→ Exercise prompt
Across the entries that follow, how many lines have the word "data" in them? Give only the number.

**** Supplied records ****

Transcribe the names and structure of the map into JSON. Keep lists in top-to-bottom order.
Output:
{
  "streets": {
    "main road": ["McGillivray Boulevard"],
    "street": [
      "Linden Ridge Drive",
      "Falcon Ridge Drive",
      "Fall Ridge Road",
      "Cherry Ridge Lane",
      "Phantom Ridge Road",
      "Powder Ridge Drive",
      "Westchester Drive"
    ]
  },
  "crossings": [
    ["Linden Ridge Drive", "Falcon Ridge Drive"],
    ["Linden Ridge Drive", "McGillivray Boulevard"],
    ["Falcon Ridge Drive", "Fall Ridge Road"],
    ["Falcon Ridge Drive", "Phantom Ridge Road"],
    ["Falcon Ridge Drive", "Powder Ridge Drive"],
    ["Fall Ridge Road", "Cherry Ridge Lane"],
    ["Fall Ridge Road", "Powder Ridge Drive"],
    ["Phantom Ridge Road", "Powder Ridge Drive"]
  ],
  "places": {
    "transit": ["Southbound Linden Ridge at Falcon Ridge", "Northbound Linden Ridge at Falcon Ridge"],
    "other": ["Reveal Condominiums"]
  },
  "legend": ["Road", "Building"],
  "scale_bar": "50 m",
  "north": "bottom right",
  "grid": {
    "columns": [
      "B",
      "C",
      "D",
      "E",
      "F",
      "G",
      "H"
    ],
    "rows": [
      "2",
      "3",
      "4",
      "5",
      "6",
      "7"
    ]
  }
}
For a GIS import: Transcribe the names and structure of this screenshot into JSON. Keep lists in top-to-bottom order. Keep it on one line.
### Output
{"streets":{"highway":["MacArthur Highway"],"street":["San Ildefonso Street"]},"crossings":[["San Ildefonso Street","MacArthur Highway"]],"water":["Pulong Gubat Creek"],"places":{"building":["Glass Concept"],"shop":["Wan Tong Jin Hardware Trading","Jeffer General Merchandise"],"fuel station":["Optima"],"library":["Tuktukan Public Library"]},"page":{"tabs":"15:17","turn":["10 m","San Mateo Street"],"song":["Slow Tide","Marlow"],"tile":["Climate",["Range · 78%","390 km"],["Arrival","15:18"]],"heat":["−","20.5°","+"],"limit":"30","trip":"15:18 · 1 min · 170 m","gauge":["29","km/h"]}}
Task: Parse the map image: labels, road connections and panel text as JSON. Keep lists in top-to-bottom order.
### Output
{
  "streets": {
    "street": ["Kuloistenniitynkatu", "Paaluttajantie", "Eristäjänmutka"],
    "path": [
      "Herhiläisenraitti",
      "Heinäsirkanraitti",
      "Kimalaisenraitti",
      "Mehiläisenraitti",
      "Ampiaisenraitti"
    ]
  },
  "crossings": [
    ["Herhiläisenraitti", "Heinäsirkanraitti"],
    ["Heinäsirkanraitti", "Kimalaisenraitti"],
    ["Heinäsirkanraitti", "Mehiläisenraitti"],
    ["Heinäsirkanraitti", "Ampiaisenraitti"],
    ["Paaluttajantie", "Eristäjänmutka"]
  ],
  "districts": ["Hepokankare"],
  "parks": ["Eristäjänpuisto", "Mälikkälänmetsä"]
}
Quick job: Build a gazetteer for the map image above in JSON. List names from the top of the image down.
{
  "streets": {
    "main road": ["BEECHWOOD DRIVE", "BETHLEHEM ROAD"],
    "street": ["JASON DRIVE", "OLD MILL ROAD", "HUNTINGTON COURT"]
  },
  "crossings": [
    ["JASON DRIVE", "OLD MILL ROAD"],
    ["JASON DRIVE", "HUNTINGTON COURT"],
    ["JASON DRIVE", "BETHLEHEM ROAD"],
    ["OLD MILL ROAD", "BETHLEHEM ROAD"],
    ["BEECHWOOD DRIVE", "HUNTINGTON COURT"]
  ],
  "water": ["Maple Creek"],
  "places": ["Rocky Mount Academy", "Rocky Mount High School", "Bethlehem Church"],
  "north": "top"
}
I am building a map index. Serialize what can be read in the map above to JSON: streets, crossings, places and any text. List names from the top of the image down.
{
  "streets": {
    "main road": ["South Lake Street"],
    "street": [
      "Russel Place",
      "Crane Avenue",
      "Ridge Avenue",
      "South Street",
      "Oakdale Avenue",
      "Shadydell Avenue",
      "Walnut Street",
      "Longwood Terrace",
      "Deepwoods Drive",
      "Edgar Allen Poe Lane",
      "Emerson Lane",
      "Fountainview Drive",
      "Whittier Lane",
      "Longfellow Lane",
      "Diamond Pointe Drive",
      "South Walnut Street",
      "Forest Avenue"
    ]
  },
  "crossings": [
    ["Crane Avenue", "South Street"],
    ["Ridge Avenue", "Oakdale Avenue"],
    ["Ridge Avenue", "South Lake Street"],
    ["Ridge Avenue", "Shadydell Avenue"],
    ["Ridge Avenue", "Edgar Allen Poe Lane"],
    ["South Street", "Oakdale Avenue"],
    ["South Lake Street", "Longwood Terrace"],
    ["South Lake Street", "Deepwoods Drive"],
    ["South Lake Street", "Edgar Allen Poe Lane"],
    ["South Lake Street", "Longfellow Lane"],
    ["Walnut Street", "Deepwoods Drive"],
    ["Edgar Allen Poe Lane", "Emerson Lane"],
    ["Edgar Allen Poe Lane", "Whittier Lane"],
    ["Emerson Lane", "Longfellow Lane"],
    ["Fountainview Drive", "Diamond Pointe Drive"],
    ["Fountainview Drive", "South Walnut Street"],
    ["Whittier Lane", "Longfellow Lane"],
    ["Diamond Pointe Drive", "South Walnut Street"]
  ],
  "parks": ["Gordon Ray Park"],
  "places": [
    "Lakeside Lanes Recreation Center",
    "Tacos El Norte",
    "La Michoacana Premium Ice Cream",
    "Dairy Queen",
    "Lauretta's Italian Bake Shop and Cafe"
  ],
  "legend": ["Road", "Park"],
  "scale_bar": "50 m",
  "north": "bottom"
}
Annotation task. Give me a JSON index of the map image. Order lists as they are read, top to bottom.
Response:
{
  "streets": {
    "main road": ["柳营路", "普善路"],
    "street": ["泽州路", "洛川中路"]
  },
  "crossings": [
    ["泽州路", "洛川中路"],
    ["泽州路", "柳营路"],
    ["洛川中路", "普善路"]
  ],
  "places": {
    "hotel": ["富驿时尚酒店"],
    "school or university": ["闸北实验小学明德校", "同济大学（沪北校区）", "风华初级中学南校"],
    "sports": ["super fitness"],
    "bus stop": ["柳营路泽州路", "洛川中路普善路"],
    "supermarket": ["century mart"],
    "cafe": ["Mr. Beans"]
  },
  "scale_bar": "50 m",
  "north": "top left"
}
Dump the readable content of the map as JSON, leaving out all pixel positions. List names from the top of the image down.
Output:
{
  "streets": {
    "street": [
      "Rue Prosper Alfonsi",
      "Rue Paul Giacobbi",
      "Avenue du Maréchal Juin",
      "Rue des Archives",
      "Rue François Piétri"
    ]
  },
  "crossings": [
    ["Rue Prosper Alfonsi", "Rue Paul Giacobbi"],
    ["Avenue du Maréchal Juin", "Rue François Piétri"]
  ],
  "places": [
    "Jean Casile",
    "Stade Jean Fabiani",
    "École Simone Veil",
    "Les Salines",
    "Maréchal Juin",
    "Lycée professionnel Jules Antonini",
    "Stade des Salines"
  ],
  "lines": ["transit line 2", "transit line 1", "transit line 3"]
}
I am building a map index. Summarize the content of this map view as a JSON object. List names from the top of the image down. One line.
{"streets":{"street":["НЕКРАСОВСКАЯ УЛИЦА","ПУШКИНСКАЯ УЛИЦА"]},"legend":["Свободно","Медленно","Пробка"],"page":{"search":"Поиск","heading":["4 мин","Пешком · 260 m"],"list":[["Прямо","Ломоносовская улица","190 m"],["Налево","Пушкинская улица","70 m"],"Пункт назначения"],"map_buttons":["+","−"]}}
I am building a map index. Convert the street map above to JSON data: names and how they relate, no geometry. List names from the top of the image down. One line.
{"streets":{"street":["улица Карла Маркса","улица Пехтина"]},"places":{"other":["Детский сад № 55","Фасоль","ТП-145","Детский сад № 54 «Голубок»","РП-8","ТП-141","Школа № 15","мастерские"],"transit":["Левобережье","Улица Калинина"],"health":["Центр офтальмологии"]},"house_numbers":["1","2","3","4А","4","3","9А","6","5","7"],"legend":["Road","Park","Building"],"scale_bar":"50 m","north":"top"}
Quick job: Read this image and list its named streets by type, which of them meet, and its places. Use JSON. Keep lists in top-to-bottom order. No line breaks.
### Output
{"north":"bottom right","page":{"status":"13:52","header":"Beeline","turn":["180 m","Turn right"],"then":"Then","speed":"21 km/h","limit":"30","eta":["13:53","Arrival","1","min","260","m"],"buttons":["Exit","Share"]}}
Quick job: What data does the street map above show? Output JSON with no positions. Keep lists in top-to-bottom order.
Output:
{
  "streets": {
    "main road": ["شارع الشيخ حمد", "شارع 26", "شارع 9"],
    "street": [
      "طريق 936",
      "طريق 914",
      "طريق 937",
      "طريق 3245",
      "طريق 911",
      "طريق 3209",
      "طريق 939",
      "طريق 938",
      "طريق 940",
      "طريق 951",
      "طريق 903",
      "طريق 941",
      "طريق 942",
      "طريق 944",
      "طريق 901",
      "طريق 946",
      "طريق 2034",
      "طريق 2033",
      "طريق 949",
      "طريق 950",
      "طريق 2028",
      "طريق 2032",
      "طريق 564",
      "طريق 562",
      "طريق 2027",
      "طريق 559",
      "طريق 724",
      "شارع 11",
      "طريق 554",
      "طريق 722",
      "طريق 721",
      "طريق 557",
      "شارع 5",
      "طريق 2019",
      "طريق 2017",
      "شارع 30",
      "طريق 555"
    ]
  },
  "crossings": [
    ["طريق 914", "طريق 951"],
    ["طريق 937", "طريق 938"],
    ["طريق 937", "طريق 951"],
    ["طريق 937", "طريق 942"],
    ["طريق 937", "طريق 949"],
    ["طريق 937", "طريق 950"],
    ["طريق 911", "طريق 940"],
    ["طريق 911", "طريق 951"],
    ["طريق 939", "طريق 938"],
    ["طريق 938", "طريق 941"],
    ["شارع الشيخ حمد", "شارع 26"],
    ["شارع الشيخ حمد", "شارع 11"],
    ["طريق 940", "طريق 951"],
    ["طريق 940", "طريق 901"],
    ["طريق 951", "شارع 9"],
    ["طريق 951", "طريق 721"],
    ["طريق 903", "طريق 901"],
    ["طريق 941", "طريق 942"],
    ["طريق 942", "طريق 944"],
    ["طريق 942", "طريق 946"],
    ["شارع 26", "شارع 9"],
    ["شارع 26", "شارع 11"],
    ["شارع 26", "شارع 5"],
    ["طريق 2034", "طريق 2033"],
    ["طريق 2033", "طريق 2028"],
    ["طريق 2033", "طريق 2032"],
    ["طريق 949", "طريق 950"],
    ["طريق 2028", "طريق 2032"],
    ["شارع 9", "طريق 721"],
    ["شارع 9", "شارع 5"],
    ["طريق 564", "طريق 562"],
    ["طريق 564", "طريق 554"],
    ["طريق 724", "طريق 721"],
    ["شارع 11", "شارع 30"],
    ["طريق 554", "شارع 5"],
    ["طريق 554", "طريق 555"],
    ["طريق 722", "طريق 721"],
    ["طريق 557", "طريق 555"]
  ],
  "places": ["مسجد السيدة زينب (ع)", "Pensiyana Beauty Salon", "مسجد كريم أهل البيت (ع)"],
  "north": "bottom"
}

****

→ Reply
2